New Measurements of Inertial Particle Relative Velocity and Radial Distribution Function down to Near-contact Separations in Isotropic Turbulence Reveals Hydrodynamic Interaction Effects

Understanding particle collision mechanisms in isotropic turbulence is important to applications such as droplet coalescence. It is known that particles with finite Stokes numbers (\textit{St}) experience enhanced clustering due to turbulence, measured by the radial distribution function $g(r)$, and increased inward relative velocities, measured by the mean inward radial relative velocity $\langle w_{r}(r)\rangle^{\mathrm{-}}$, compared to inertia-free particles. However, collision occurs when particles are near contact. When their separation distance $r$ approaches the collision radius, particle pairs begin to experience hydrodynamic interactions (HI). Yavuz et al. (2018) (Phys Rev Lett 120 244504) observed $g(r)$ enhancement by HI; however their data exhibited significant scatter at $r$/$a=O$(10), ($a$: particle radius). We used a new high-resolution particle tracking technique by LaVision$^{\mathrm{1}}$ and optimized it for small-$r$ measurements of particles in a fan-driven enclosed isotropic turbulence chamber.

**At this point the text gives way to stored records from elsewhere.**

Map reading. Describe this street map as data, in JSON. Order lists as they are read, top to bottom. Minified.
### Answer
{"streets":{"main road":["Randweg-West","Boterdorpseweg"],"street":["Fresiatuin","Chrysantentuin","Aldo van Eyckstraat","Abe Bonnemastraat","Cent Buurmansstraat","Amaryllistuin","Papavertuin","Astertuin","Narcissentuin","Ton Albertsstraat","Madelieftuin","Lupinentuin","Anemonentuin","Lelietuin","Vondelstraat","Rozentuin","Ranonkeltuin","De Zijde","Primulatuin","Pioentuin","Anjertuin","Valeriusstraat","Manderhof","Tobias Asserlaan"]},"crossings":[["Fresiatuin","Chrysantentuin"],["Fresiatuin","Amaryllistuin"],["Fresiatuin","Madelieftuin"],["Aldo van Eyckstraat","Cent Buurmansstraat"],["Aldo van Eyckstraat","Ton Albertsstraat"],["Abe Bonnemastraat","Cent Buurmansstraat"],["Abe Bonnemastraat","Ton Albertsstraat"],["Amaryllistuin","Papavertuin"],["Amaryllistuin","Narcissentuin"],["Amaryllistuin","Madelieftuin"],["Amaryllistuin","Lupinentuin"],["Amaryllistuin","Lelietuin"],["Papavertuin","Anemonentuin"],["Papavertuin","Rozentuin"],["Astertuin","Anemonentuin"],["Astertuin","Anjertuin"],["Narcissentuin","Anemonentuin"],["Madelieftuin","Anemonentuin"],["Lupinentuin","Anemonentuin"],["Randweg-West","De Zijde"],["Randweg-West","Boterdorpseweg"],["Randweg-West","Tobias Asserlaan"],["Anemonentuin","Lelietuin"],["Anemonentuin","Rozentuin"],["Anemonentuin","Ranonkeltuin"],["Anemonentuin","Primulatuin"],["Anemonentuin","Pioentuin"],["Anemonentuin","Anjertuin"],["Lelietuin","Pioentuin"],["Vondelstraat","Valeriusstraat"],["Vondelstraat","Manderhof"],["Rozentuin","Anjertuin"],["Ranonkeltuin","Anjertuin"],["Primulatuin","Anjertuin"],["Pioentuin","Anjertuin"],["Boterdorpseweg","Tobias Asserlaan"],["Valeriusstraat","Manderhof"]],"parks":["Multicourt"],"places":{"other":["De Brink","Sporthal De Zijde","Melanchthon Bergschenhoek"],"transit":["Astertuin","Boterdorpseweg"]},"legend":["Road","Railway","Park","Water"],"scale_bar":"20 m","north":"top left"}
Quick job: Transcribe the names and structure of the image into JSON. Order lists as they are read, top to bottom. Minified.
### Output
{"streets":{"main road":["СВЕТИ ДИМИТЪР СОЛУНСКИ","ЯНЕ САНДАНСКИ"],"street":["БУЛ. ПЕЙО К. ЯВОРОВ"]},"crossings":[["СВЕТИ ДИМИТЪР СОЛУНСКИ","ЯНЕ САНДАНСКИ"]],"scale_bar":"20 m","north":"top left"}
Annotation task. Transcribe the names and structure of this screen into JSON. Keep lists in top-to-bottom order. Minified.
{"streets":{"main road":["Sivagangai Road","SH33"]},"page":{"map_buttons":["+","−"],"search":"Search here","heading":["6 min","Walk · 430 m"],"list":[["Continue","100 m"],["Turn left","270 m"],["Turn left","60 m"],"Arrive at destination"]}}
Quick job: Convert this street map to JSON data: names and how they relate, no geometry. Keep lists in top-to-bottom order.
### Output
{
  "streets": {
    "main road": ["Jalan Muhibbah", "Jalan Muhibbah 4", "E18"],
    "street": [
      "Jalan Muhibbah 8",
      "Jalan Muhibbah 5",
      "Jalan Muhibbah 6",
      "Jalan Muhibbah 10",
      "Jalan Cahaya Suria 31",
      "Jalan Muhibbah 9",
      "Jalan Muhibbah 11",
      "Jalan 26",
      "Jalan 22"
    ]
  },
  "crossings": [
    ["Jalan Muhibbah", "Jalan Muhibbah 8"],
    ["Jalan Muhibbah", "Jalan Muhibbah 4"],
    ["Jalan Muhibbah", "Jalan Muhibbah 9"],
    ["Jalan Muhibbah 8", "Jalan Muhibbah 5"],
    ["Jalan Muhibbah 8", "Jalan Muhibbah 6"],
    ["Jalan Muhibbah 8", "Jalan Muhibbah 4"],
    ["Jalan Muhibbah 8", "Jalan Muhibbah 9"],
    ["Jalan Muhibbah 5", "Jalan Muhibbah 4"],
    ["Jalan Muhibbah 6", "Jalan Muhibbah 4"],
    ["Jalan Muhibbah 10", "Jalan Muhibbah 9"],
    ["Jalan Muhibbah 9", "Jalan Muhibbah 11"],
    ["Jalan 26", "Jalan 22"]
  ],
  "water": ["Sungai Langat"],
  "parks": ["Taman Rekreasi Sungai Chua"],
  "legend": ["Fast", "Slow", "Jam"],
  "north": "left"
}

This enabled high-resolution measurements of $g(r)$ and $\langle w_{r}(r)\rangle^{\mathrm{-}}$ down to near contact ($r$/$a=$2.07) using particles of different radii (2.5$\mu $m\textless $a$\textless 22.5$\mu $m) and inertia (0.1\textless \textit{St}\textless 3.7). When $r$/$a$\textless $O$(10), we observe that $g(r)$ varies as $r^{\mathrm{-6}}$, and $\langle w_{r}(r)\rangle ^{\mathrm{-\thinspace }}$begins to increase drastically. In this talk we explore how inertia affects clustering and relative velocities of particle pairs near contact through HI as well as turbulence.